In so doing, Judge refers to an Aug. 24 game between Kansas City and Baltimore, in which the Royals scored seven runs in the sixth inning to take a five-run lead. The key moment was Eric Hosmer coming to the plate for the second time in the inning, after all seven runs had scored … and trying to bunt for a hit. The Orioles were not happy about it, and expressed as much from their dugout.
The answer to whether Hosmer was right or wrong is what makes baseball’s Code so variable, and so difficult to understand by those not paying close attention. To wit:
- While most agree that aggressive tactics like stolen bases and hit-and-runs should be abandoned during the late innings of blowouts, the definitions of how much and when have shifted over time. Only a few years ago, amid the steroid-fueled chaos unleashed upon box scores nightly, a five-run lead in the sixth would have barely registered. Now, however, with offense down, it now appears to be back in play.
- Another thing that’s changed over the last few years is the prevalence of the defensive shift. Does the fact that Baltimore was playing the majority of its infield on the right side of the diamond—giving itself a clear defensive edge—negate Hosmer’s mandate to play non-aggressive baseball, which includes bunting for hits? The Orioles were playing like run prevention still mattered, and if their lack of willingness to give up aggressive defensive tactics has to carry some weight.
- It’s not unlike the defense giving itself an advantage by failing to hold a runner at first during a blowout, knowing that, based on the Code, he won’t take off for second. The inequity of being able to play the first baseman in the hole rather than having him tethered to the bag, even while insisting that the opposing team not take advantage of it, is wildly lopsided. (The compromise position, as Judge points out, is to play the first baseman back, but not all the way back.)

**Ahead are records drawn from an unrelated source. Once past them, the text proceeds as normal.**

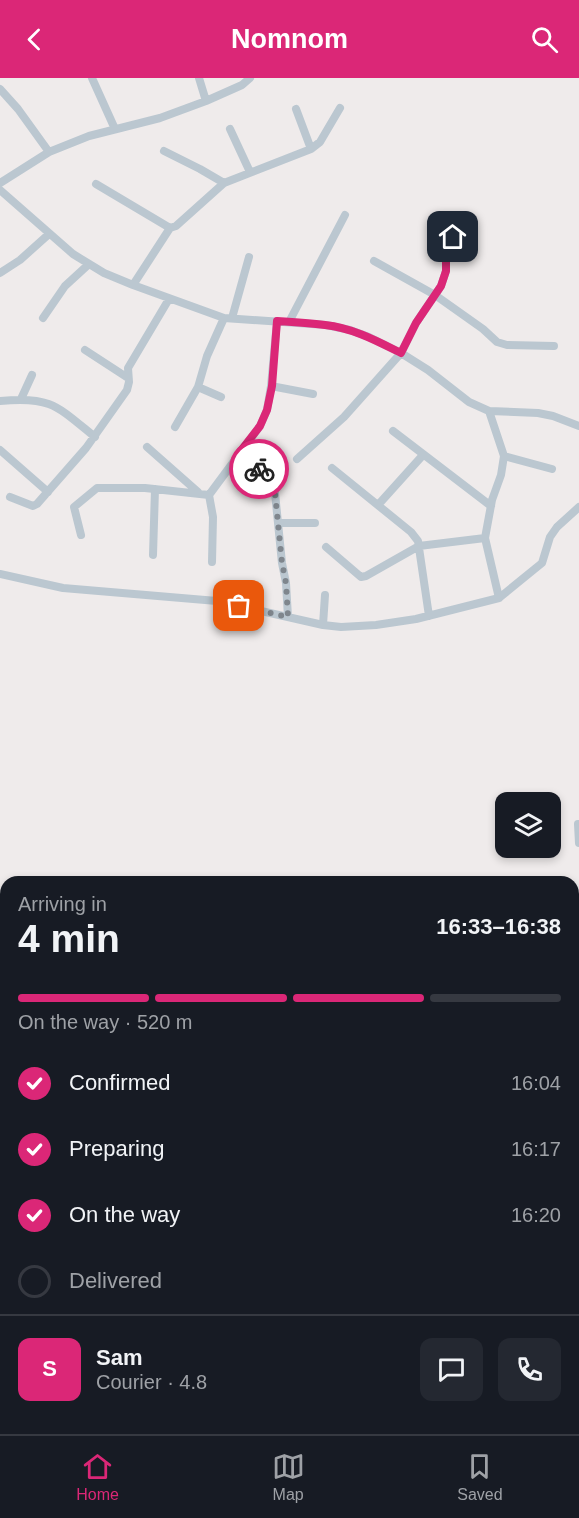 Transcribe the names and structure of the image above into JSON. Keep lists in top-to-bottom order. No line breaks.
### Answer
{"page":{"header":"Nomnom","heading":["4 min","Arriving in","16:33–16:38"],"panel":["Sam","Courier · 4.8"],"bar":"On the way · 520 m","list":[["Confirmed","16:04"],["Preparing","16:17"],["On the way","16:20"],"Delivered"],"round":"S","tabs":["Home","Map","Saved"]}} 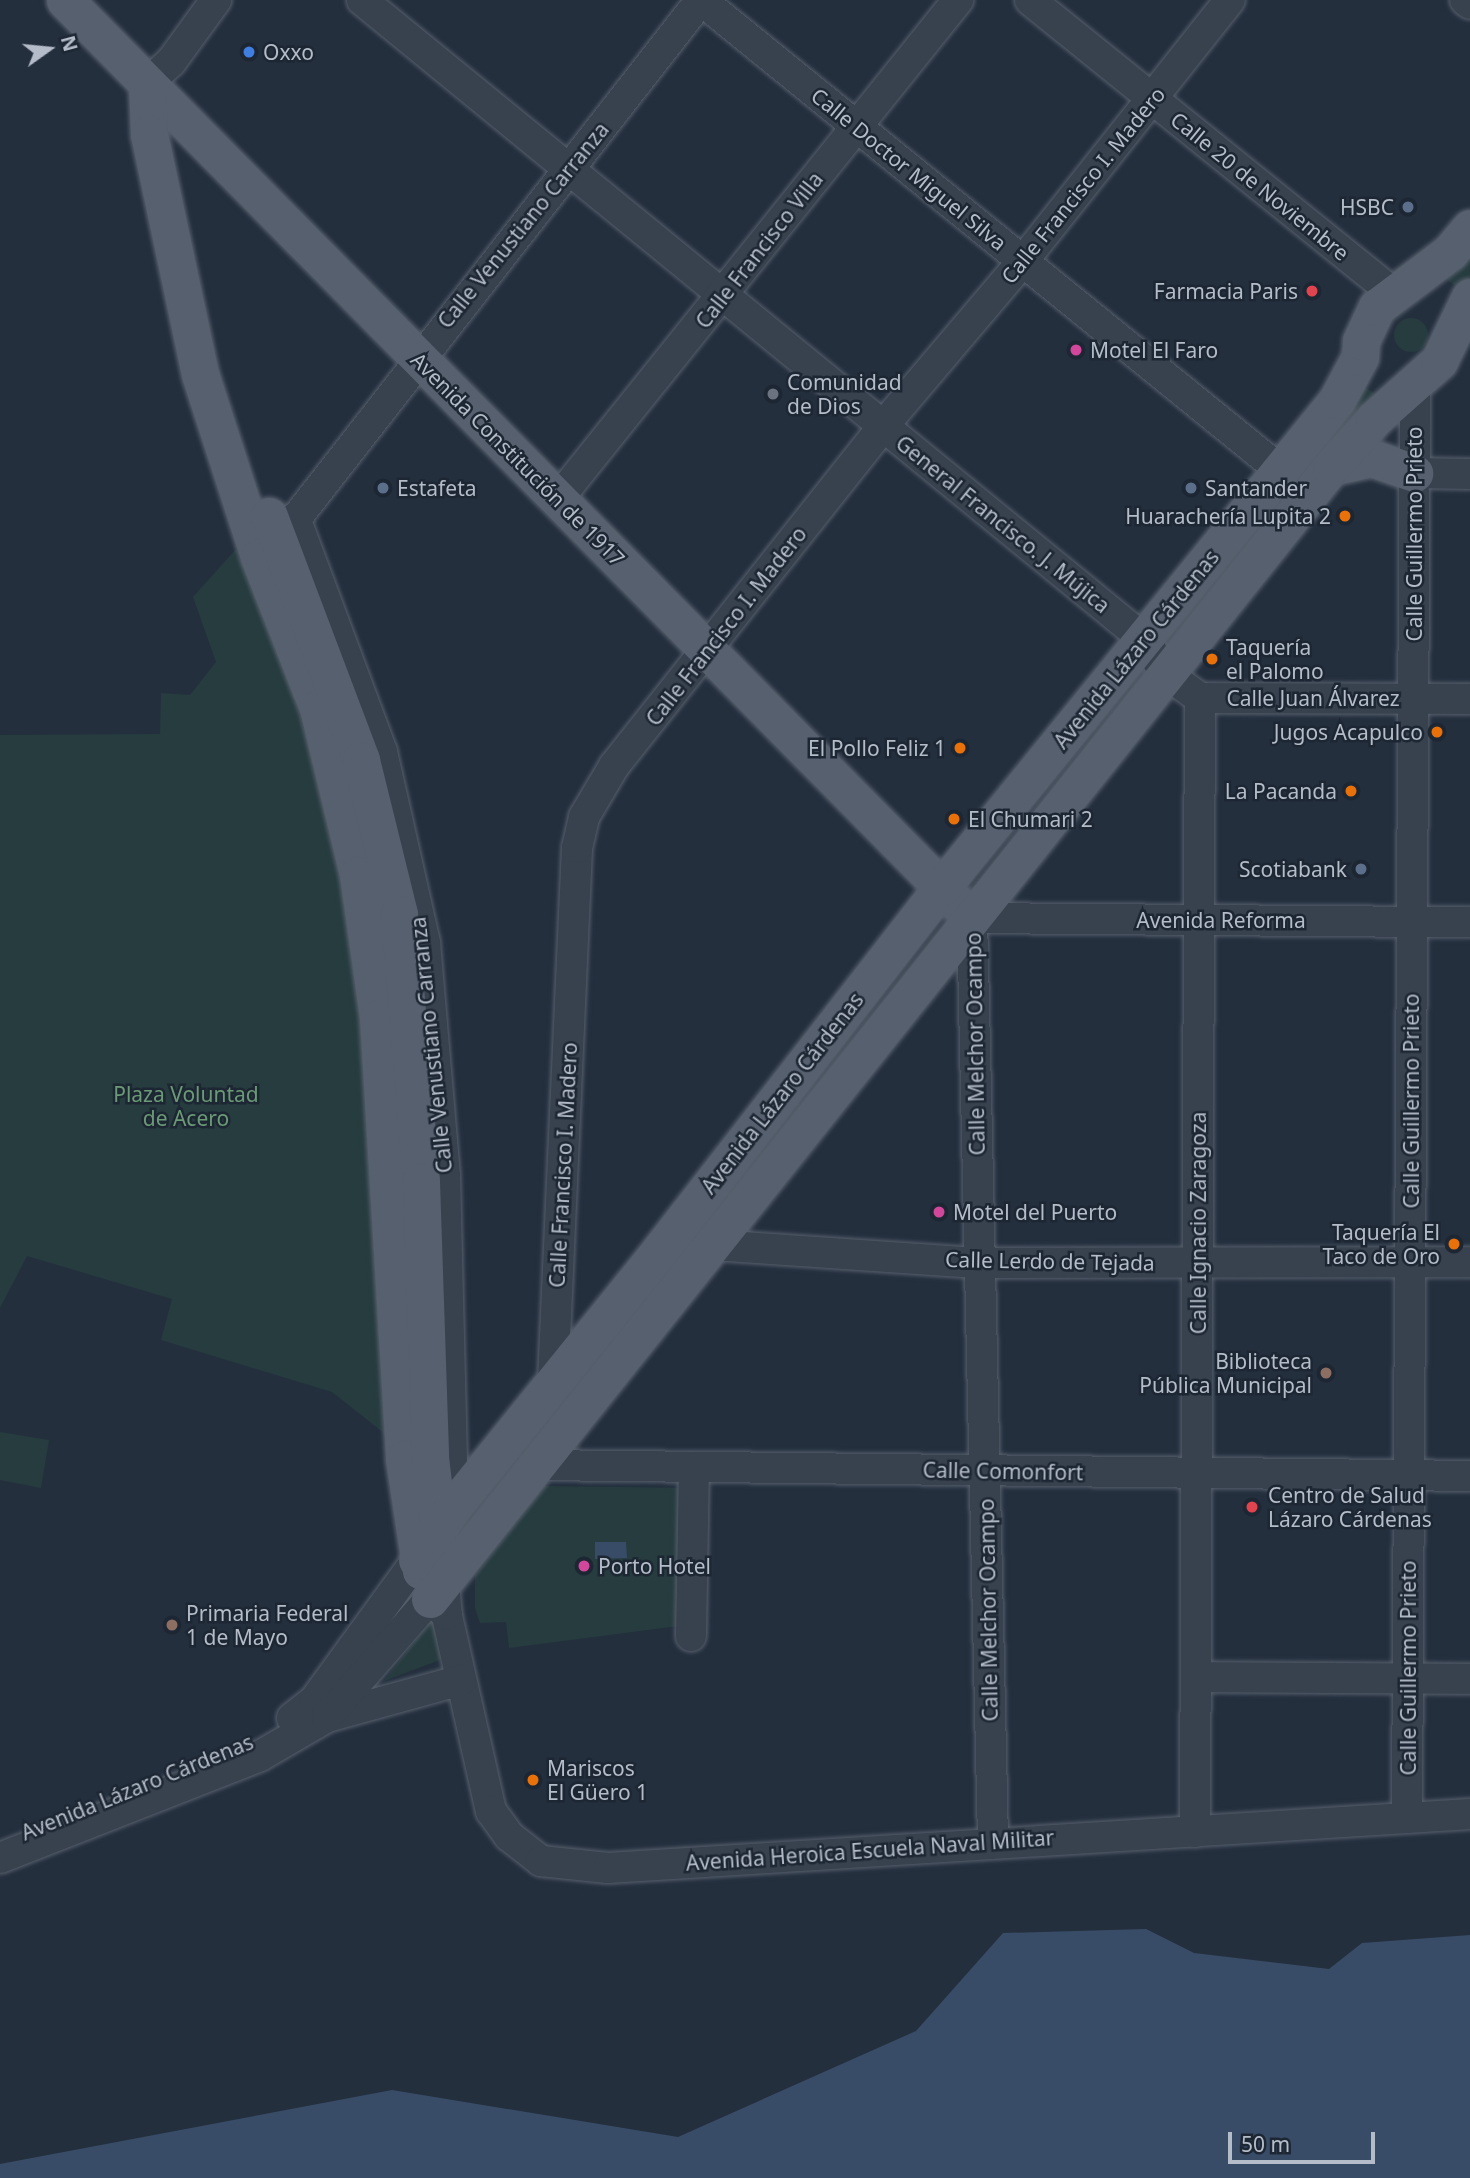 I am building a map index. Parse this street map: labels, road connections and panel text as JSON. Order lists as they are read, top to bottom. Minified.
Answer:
{"streets":{"main road":["Avenida Constitución de 1917","Avenida Lázaro Cárdenas"],"street":["Calle Doctor Miguel Silva","Calle Francisco I. Madero","Calle 20 de Noviembre","Calle Venustiano Carranza","Calle Francisco Villa","General Francisco. J. Mújica","Calle Guillermo Prieto","Calle Juan Álvarez","Avenida Reforma","Calle Melchor Ocampo","Calle Ignacio Zaragoza","Calle Lerdo de Tejada","Calle Comonfort","Avenida Heroica Escuela Naval Militar"]},"crossings":[["Calle Doctor Miguel Silva","Calle Francisco I. Madero"],["Calle Doctor Miguel Silva","Calle Venustiano Carranza"],["Calle Doctor Miguel Silva","Calle Francisco Villa"],["Calle Doctor Miguel Silva","Avenida Lázaro Cárdenas"],["Calle Francisco I. Madero","Calle 20 de Noviembre"],["Calle Francisco I. Madero","Avenida Constitución de 1917"],["Calle Francisco I. Madero","General Francisco. J. Mújica"],["Calle Francisco I. Madero","Avenida Lázaro Cárdenas"],["Calle 20 de Noviembre","Calle Guillermo Prieto"],["Calle 20 de Noviembre","Avenida Lázaro Cárdenas"],["Calle Venustiano Carranza","Avenida Constitución de 1917"],["Calle Venustiano Carranza","General Francisco. J. Mújica"],["Calle Francisco Villa","Avenida Constitución de 1917"],["Calle Francisco Villa","General Francisco. J. Mújica"],["Avenida Constitución de 1917","Avenida Lázaro Cárdenas"],["Avenida Constitución de 1917","Avenida Reforma"],["Avenida Constitución de 1917","Calle Melchor Ocampo"],["General Francisco. J. Mújica","Avenida Lázaro Cárdenas"],["General Francisco. J. Mújica","Calle Juan Álvarez"],["Calle Guillermo Prieto","Avenida Lázaro Cárdenas"],["Calle Guillermo Prieto","Calle Juan Álvarez"],["Calle Guillermo Prieto","Avenida Reforma"],["Calle Guillermo Prieto","Calle Lerdo de Tejada"],["Calle Guillermo Prieto","Calle Comonfort"],["Calle Guillermo Prieto","Avenida Heroica Escuela Naval Militar"],["Avenida Lázaro Cárdenas","Calle Juan Álvarez"],["Avenida Lázaro Cárdenas","Avenida Reforma"],["Avenida Lázaro Cárdenas","Calle Melchor Ocampo"],["Avenida Lázaro Cárdenas","Calle Lerdo de Tejada"],["Avenida Lázaro Cárdenas","Calle Comonfort"],["Avenida Lázaro Cárdenas","Avenida Heroica Escuela Naval Militar"],["Calle Juan Álvarez","Calle Ignacio Zaragoza"],["Avenida Reforma","Calle Melchor Ocampo"],["Avenida Reforma","Calle Ignacio Zaragoza"],["Calle Melchor Ocampo","Calle Lerdo de Tejada"],["Calle Melchor Ocampo","Calle Comonfort"],["Calle Melchor Ocampo","Avenida Heroica Escuela Naval Militar"],["Calle Ignacio Zaragoza","Calle Lerdo de Tejada"],["Calle Ignacio Zaragoza","Calle Comonfort"],["Calle Ignacio Zaragoza","Avenida Heroica Escuela Naval Militar"]],"parks":["Plaza Voluntad de Acero"],"places":["Oxxo","HSBC","Farmacia Paris","Motel El Faro","Comunidad de Dios","Estafeta","Santander","Huarachería Lupita 2","Taquería el Palomo","Jugos Acapulco","El Pollo Feliz 1","La Pacanda","El Chumari 2","Scotiabank","Motel del Puerto","Taquería El Taco de Oro","Biblioteca Pública Municipal","Centro de Salud Lázaro Cárdenas","Porto Hotel","Primaria Federal 1 de Mayo","Mariscos El Güero 1"],"scale_bar":"50 m","north":"right"} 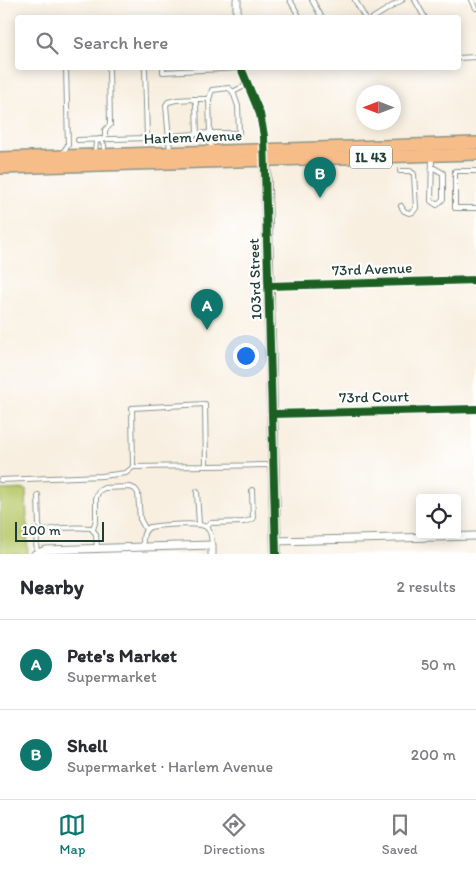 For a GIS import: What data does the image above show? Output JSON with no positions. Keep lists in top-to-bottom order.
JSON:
{
  "streets": {
    "main road": ["Harlem Avenue", "IL 43"],
    "street": ["73rd Avenue", "103rd Street", "73rd Court"]
  },
  "crossings": [
    ["Harlem Avenue", "103rd Street"],
    ["73rd Avenue", "103rd Street"],
    ["103rd Street", "73rd Court"]
  ],
  "scale_bar": "100 m",
  "north": "left",
  "page": {
    "search": "Search here",
    "pins": ["B", "A"],
    "scale": "100 m",
    "heading": ["Nearby", "2 results"],
    "list": [
      {
        "mark": "A",
        "name": "Pete's Market",
        "note": "Supermarket",
        "value": "50 m"
      },
      {
        "mark": "B",
        "name": "Shell",
        "note": "Supermarket · Harlem Avenue",
        "value": "200 m"
      }
    ],
    "nav": ["Map", "Directions", "Saved"]
  }
} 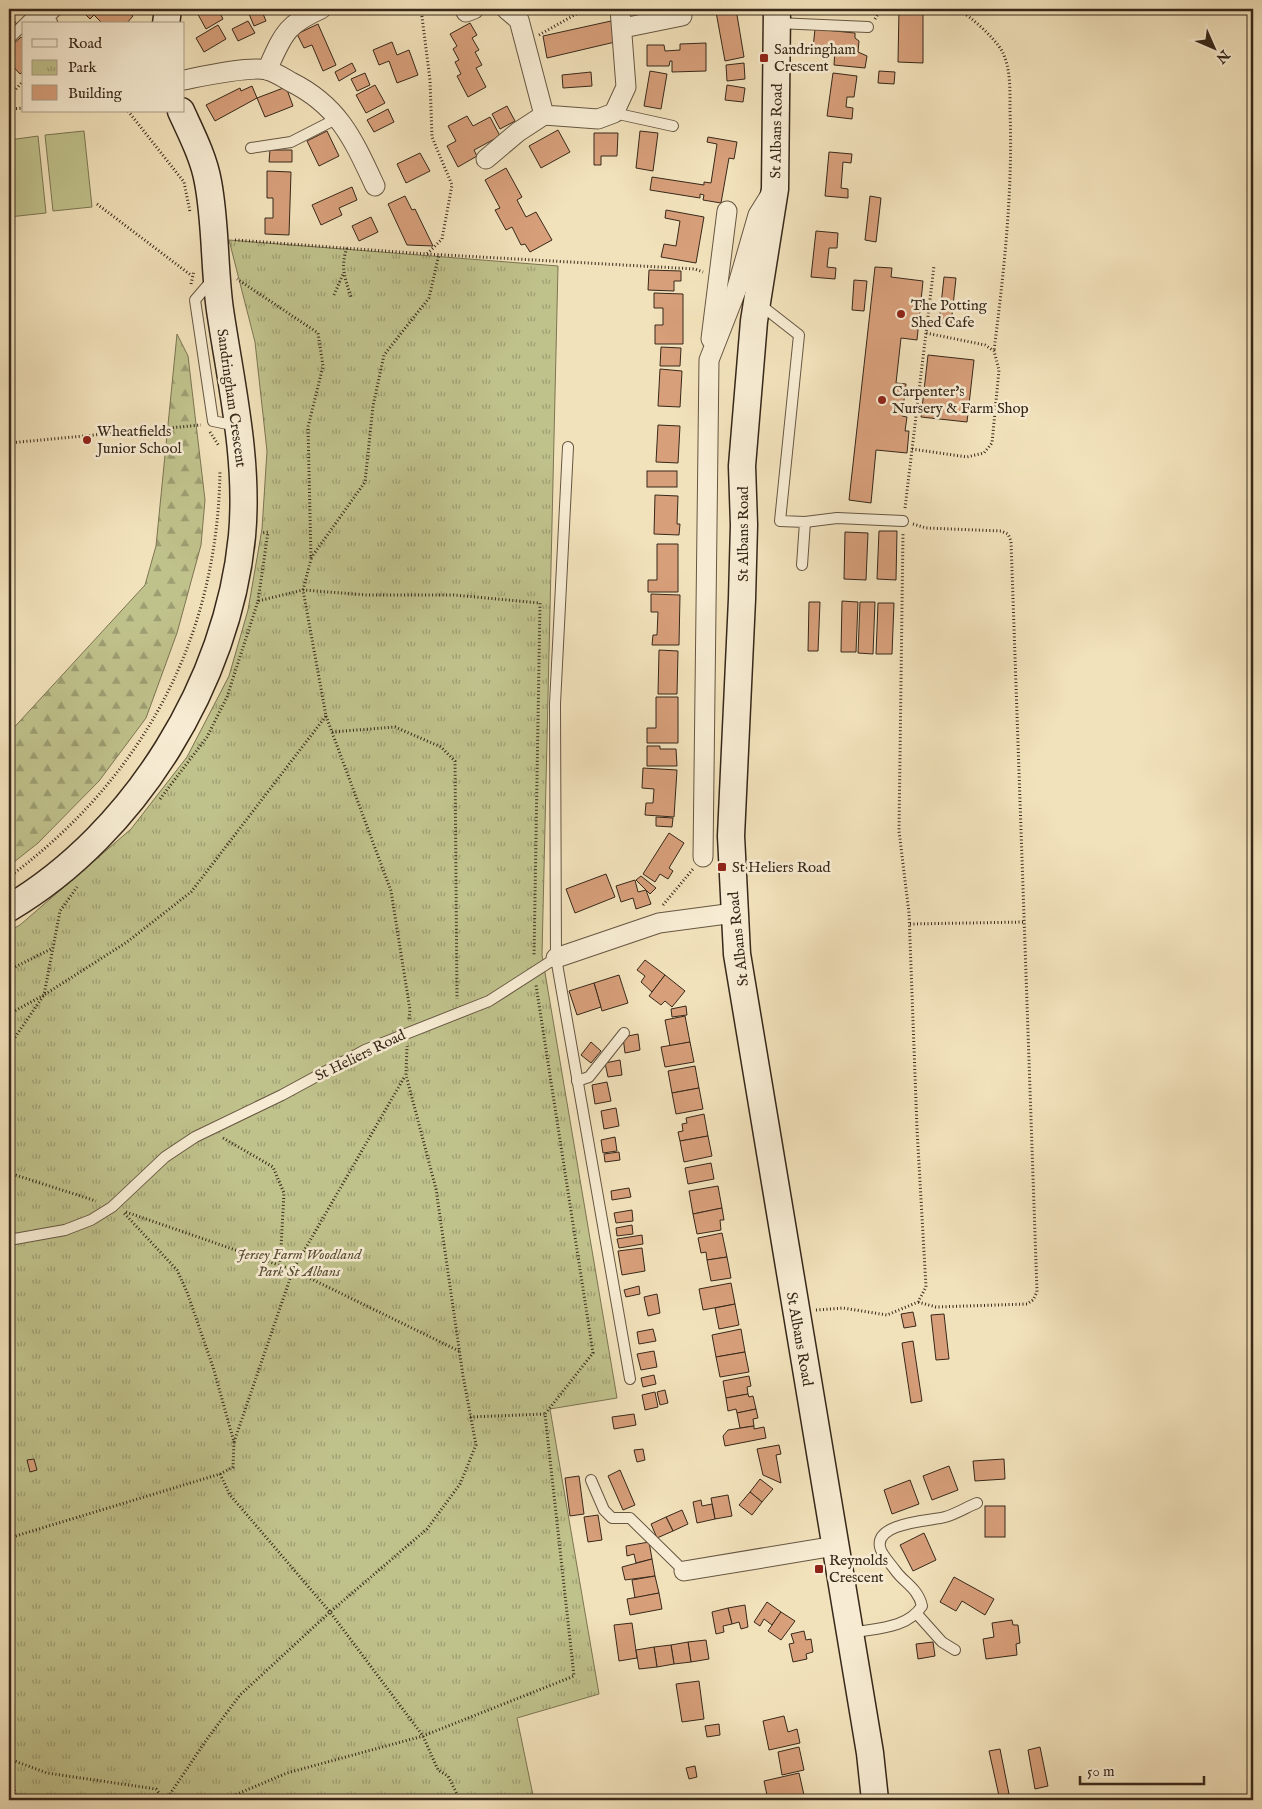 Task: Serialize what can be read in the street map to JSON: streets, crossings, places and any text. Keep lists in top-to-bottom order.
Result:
{
  "streets": {
    "main road": ["St Albans Road", "Sandringham Crescent"],
    "street": ["St Heliers Road"]
  },
  "crossings": [
    ["St Albans Road", "St Heliers Road"]
  ],
  "parks": ["Jersey Farm Woodland Park St Albans"],
  "places": {
    "transit": ["Sandringham Crescent", "St Heliers Road", "Reynolds Crescent"],
    "other": ["The Potting Shed Cafe", "Carpenter's Nursery & Farm Shop", "Wheatfields Junior School"]
  },
  "legend": ["Road", "Park", "Building"],
  "scale_bar": "50 m",
  "north": "bottom right"
}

- Numerous factors are involved in the designation of what lead is too big and what point in the game is too late, including geography and bullpen availability. A big lead in San Francisco is far more sound than a big lead in a bandbox like Philadelphia. Similarly, if a team does not have its full complement of relievers available to protect a lead, it may try to pile on more than it otherwise would. As is usual in these types of situations, communication is paramount; letting the opposition know that one’s decision to eschew the Code is reasoned and not personal can go a long way toward avoiding bad blood.
Ultimately, I agree with Hosmer and Judge: Regardless of circumstance, if a team is willing to put on a defensive shift, it must be prepared to deal with the consequences of that shift. Run at will, boys.